- What you are asked to do -
Read through the listing and copy every line that contains the word "Shop".

START Material shown

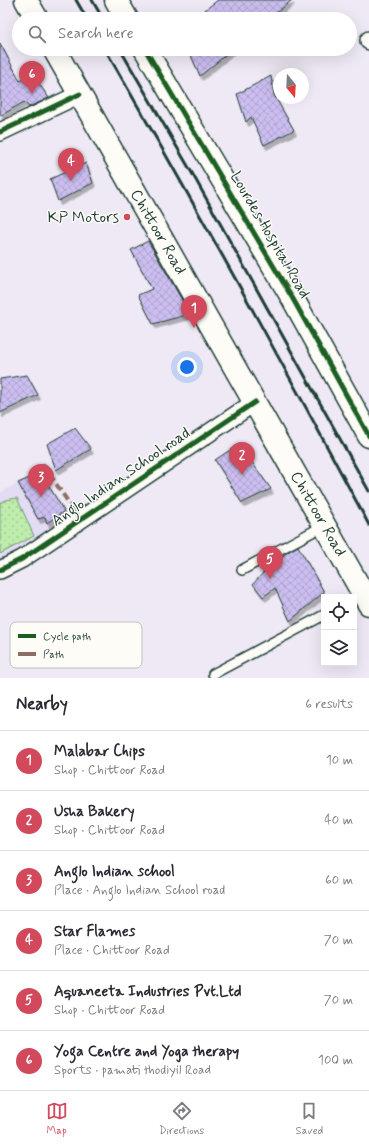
<!DOCTYPE html>
<html lang="en">
<head>
<meta charset="utf-8">
<style>
  :root { --surface:#fff; --page:#f2f2f3; --text:#2b2b33; --muted:#7c7c81; --line:#e1e1e2; --accent:#d1495b }
  body { margin:0; font-family:Mynerve,sans-serif; background:var(--page); color:var(--text) }
  .controls { position:absolute; right:12px; bottom:12px; display:grid; overflow:hidden; border-radius:0px; box-shadow:0 4px 16px #0002 }
  .controls button { width:36px; height:36px; display:grid; place-items:center; padding:0; border:0; border-bottom:1px solid var(--line); background:var(--surface); color:var(--text); font:20px sans-serif }
  .compass { position:absolute; left:273px; top:68px; width:36px; height:36px; border-radius:50%; background:var(--surface); box-shadow:0 4px 16px #0002; rotate:162deg }
  .you { position:absolute; left:187px; top:367px; width:14px; height:14px; margin:-10px; border:3px solid #fff; border-radius:50%; background:#1a73e8; box-shadow:0 0 0 6px #1a73e833 }
  .badge { display:grid; place-items:center; width:26px; height:26px; border-radius:50%; background:var(--accent); color:#fff; font-size:13px; font-weight:700 }
  .pin { position:absolute; translate:-50% -33px; filter:drop-shadow(0 1px 2px #0008) }
  .pin::after { content:''; position:absolute; top:21px; width:14px; height:12px; background:inherit; clip-path:polygon(0 0,100% 0,50% 100%) }
  .list { margin:0; padding:0; list-style:none }
  h2 { display:flex; justify-content:space-between; align-items:center; height:52px; margin:0; padding:0 16px; font-size:17px }
  h2 small { font-size:13px; font-weight:400; color:var(--muted) }
  .list li { display:grid; grid-template-columns:26px 1fr auto; gap:12px; align-items:center; box-sizing:border-box; height:60px; padding:0 16px; border-top:1px solid var(--line) }
  .list b { display:block; font-size:15px; white-space:nowrap }
  .list p { margin:0; font-size:13px; white-space:nowrap; color:var(--muted) }
  .list em { font-size:13px; font-style:normal; color:var(--muted) }
  .icon { flex:none; width:22px; height:22px; fill:none; stroke:currentColor; stroke-width:2; stroke-linecap:round; stroke-linejoin:round }
  .map { position:relative; flex:none; width:369px; height:678px; overflow:hidden }
  .search { position:absolute; background:var(--surface); box-shadow:0 4px 16px #0002; left:12px; right:12px; top:12px; height:44px; display:flex; align-items:center; gap:10px; box-sizing:border-box; padding:0 14px; border-radius:22px; color:var(--muted); font-size:15px }
  .sheet { height:412px; background:var(--surface) }
  nav { display:flex; justify-content:space-around; align-items:center; box-sizing:border-box; height:56px; border-top:1px solid var(--line); background:var(--surface); font-size:11px; color:var(--muted) }
  nav a { display:grid; justify-items:center; gap:2px }
  nav .on { color:var(--accent) }
  .map>svg:first-child { display:block }
  .built { fill:#e4dcf4 }
  .grass { fill:url(#grass-dots); stroke:#6e9570 }
  .building { fill:url(#building-cross-hatch); stroke:#1f3d34; filter:url(#shadow) }
  .lines { fill:none; stroke-linecap:round; stroke-linejoin:round }
  .lane-casing { stroke:#1f3d34; stroke-width:12 }
  .street-casing { stroke:#1f3d34; stroke-width:20 }
  .secondary-casing { stroke:#1f3d34; stroke-width:25 }
  .lane { stroke:#fdfcf7; stroke-width:9 }
  .street { stroke:#fdfcf7; stroke-width:17 }
  .secondary { stroke:#fdfcf7; stroke-width:22 }
  .rail { stroke:#1f3d34; stroke-width:3 }
  .quiet { stroke:#8d6e63; stroke-width:4; stroke-dasharray:8 4; stroke-linecap:butt }
  .cycleway-casing { stroke:#fdfcf7; stroke-width:8 }
  .cycleway { stroke:#1b5e20; stroke-width:5 }
  .poi-dot { fill:#d1495b; stroke:#fdfcf7; stroke-width:1.5 }
  .labels { text-anchor:middle; dominant-baseline:central; stroke-width:3; stroke-linejoin:round; paint-order:stroke }
  .poi-label { font-size:16px; fill:#1f3d34; stroke:#fdfcf7; text-anchor:end }
  .street-label { font-size:16px; fill:#1f3d34; stroke:#fdfcf7 }
  .key { fill:#fdfcf7; stroke:#bac3bc; stroke-width:1 }
  .key-label { font-size:11px; fill:#1f3d34 }
</style>
</head>
<body>
<div class="map">
<svg width="369" height="678" viewBox="0 0 369 678">
  <defs>
    <pattern id="grass-dots" width="8" height="8" patternUnits="userSpaceOnUse"><rect width="8" height="8" fill="#beedac"/><path d="M2 2h.1M6 6h.1" fill="none" stroke="#a3cc95" stroke-width="1.8" stroke-linecap="round"/></pattern>
    <pattern id="building-cross-hatch" width="8" height="8" patternUnits="userSpaceOnUse"><rect width="8" height="8" fill="#cbbef0"/><path d="M0 0l8 8M0 8l8-8" fill="none" stroke="#aea4ce"/></pattern>
    <filter id="shadow"><feDropShadow dx="2.5" dy="4.5" stdDeviation="0" flood-color="#0004"/></filter>
  </defs>
  <rect width="100%" height="100%" fill="#eee9f5"/>
  <filter id="ink" filterUnits="userSpaceOnUse"><feTurbulence type="fractalNoise" baseFrequency=".025" numOctaves="2"/><feDisplacementMap in="SourceGraphic" scale="8" xChannelSelector="R" yChannelSelector="G"/><feConvolveMatrix kernelMatrix="1 2 1 2 8 2 1 2 1" color-interpolation-filters="sRGB"/></filter>
  <g filter="url(#ink)">
    <path class="built" d="M 36,473 L 70,527 L 0,562 L 0,493 Z"/>
    <path class="grass" d="M 17,498 L 34,536 L 0,554 L 0,503 L 6,500 Z"/>
    <path class="building" d="M 218,0 L 292,0 L 269,19 L 193,19 Z
      M 0,43 L 20,81 L 33,75 L 49,98 L 29,107 L 24,102 L 0,116 Z
      M 188,49 L 233,49 L 200,76 Z
      M 271,76 L 274,95 L 294,130 L 264,145 L 251,117 L 246,122 L 237,94 Z
      M 86,163 L 93,183 L 58,201 L 50,179 Z
      M 148,241 L 190,314 L 153,324 L 138,295 L 152,289 L 131,250 Z
      M 27,375 L 38,395 L 0,413 L 0,379 Z
      M 75,428 L 91,449 L 56,470 L 47,444 Z
      M 239,444 L 271,489 L 242,503 L 215,460 Z
      M 41,473 L 64,511 L 47,523 L 45,517 L 38,519 L 18,483 Z
      M 298,546 L 324,592 L 290,621 L 275,588 L 263,597 L 253,584 L 265,571 L 289,551 Z"/>
    <g class="lines">
      <g class="lane-casing">
        <path id="lane" d="M 242,570 L 325,525
          M 213,674 L 324,615"/>
      </g>
      <g class="street-casing">
        <path id="street" d="M 369,41 L 369,40
          M 0,132 L 80,94
          M 0,570 L 22,559 L 255,402"/>
      </g>
      <g class="secondary-casing">
        <path id="secondary" d="M 26,0 L 37,19
          M 116,0 L 127,19
          M 54,49 L 369,604
          M 145,49 L 293,299 L 369,436"/>
      </g>
      <use href="#lane" class="lane"/>
      <use href="#street" class="street"/>
      <use href="#secondary" class="secondary"/>
      <path class="rail" d="M 76,0 L 87,19
        M 92,0 L 103,19
        M 105,49 C 196,206 284,365 369,525
        M 120,49 L 192,173 L 369,491"/>
      <path class="quiet" d="M 43,464 L 80,520"/>
      <g class="cycleway-casing">
        <path id="cycleway" d="M 145,49 L 293,299 L 369,436
          M 0,132 L 80,94
          M 0,570 L 22,559 L 255,402"/>
      </g>
      <use href="#cycleway" class="cycleway"/>
    </g>
  </g>
  <circle class="poi-dot" cx="127" cy="217" r="4"/>
  <g class="labels">
    <g class="poi-label">
      <text x="119" y="217">KP Motors</text>
    </g>
    <g class="street-label">
      <text transform="translate(158 232) rotate(60)">Chittoor Road</text>
      <text transform="translate(270 235) rotate(60)">Lourdes Hospital Road</text>
      <text transform="translate(121 477) rotate(-34)">Anglo Indian School road</text>
      <text transform="translate(318 514) rotate(60)">Chittoor Road</text>
    </g>
  </g>
  <rect x="10" y="622" width="132" height="46" rx="6" class="key"/>
  <rect x="18" y="634" width="18" height="4" fill="#1b5e20"/>
  <rect x="18" y="652" width="18" height="4" fill="#8d6e63"/>
  <g class="key-label">
    <text x="43" y="640">Cycle path</text>
    <text x="43" y="658">Path</text>
  </g>
</svg>
<div class="controls">
<button><svg class="icon" aria-label="locate" viewBox="0 0 24 24"><circle cx="12" cy="12" r="6"/><path d="M12 2v4M12 18v4M2 12h4M18 12h4"/></svg></button>
<button><svg class="icon" aria-label="layers" viewBox="0 0 24 24"><path d="M12 4l9 5-9 5-9-5zM3 14l9 5 9-5"/></svg></button>
</div>
<svg class="compass" viewBox="-18 -18 36 36"><path d="M0-13l5 13h-10z" fill="#e53935"/><path d="M0 13l5-13h-10z" fill="#7c7c81"/></svg>
<div class="you"></div>
<div class="pin badge" style="left:194px;top:328px">1</div>
<div class="pin badge" style="left:242px;top:475px">2</div>
<div class="pin badge" style="left:41px;top:497px">3</div>
<div class="pin badge" style="left:71px;top:181px">4</div>
<div class="pin badge" style="left:270px;top:579px">5</div>
<div class="pin badge" style="left:32px;top:94px">6</div>
<div class="search"><svg class="icon" aria-label="search" viewBox="0 0 24 24"><circle cx="10" cy="10" r="6"/><path d="M15 15l6 6"/></svg>Search here</div>
</div>
<section class="sheet">
<h2>Nearby<small>6 results</small></h2>
<ul class="list">
<li><span class="badge">1</span><div><b>Malabar Chips</b><p>Shop · Chittoor Road</p></div><em>10 m</em></li>
<li><span class="badge">2</span><div><b>Usha Bakery</b><p>Shop · Chittoor Road</p></div><em>40 m</em></li>
<li><span class="badge">3</span><div><b>Anglo Indian school</b><p>Place · Anglo Indian School road</p></div><em>60 m</em></li>
<li><span class="badge">4</span><div><b>Star Flames</b><p>Place · Chittoor Road</p></div><em>70 m</em></li>
<li><span class="badge">5</span><div><b>Aquaneeta Industries Pvt.Ltd</b><p>Shop · Chittoor Road</p></div><em>70 m</em></li>
<li><span class="badge">6</span><div><b>Yoga Centre and Yoga therapy</b><p>Sports · pamati thodiyil Road</p></div><em>100 m</em></li>
</ul>
</section>
<nav>
<a class="on"><svg class="icon" aria-label="map" viewBox="0 0 24 24"><path d="M3 6l6-2 6 2 6-2v14l-6 2-6-2-6 2zM9 4v14M15 6v14"/></svg>Map</a>
<a><svg class="icon" aria-label="directions" viewBox="0 0 24 24"><path d="M12 3l9 9-9 9-9-9zM9 14v-3h6M13 9l2 2-2 2"/></svg>Directions</a>
<a><svg class="icon" aria-label="saved" viewBox="0 0 24 24"><path d="M7 4h10v16l-5-4-5 4z"/></svg>Saved</a>
</nav>
</body>
</html>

END Material shown

- Result below -
<li><span class="badge">1</span><div><b>Malabar Chips</b><p>Shop · Chittoor Road</p></div><em>10 m</em></li>
<li><span class="badge">2</span><div><b>Usha Bakery</b><p>Shop · Chittoor Road</p></div><em>40 m</em></li>
<li><span class="badge">5</span><div><b>Aquaneeta Industries Pvt.Ltd</b><p>Shop · Chittoor Road</p></div><em>70 m</em></li>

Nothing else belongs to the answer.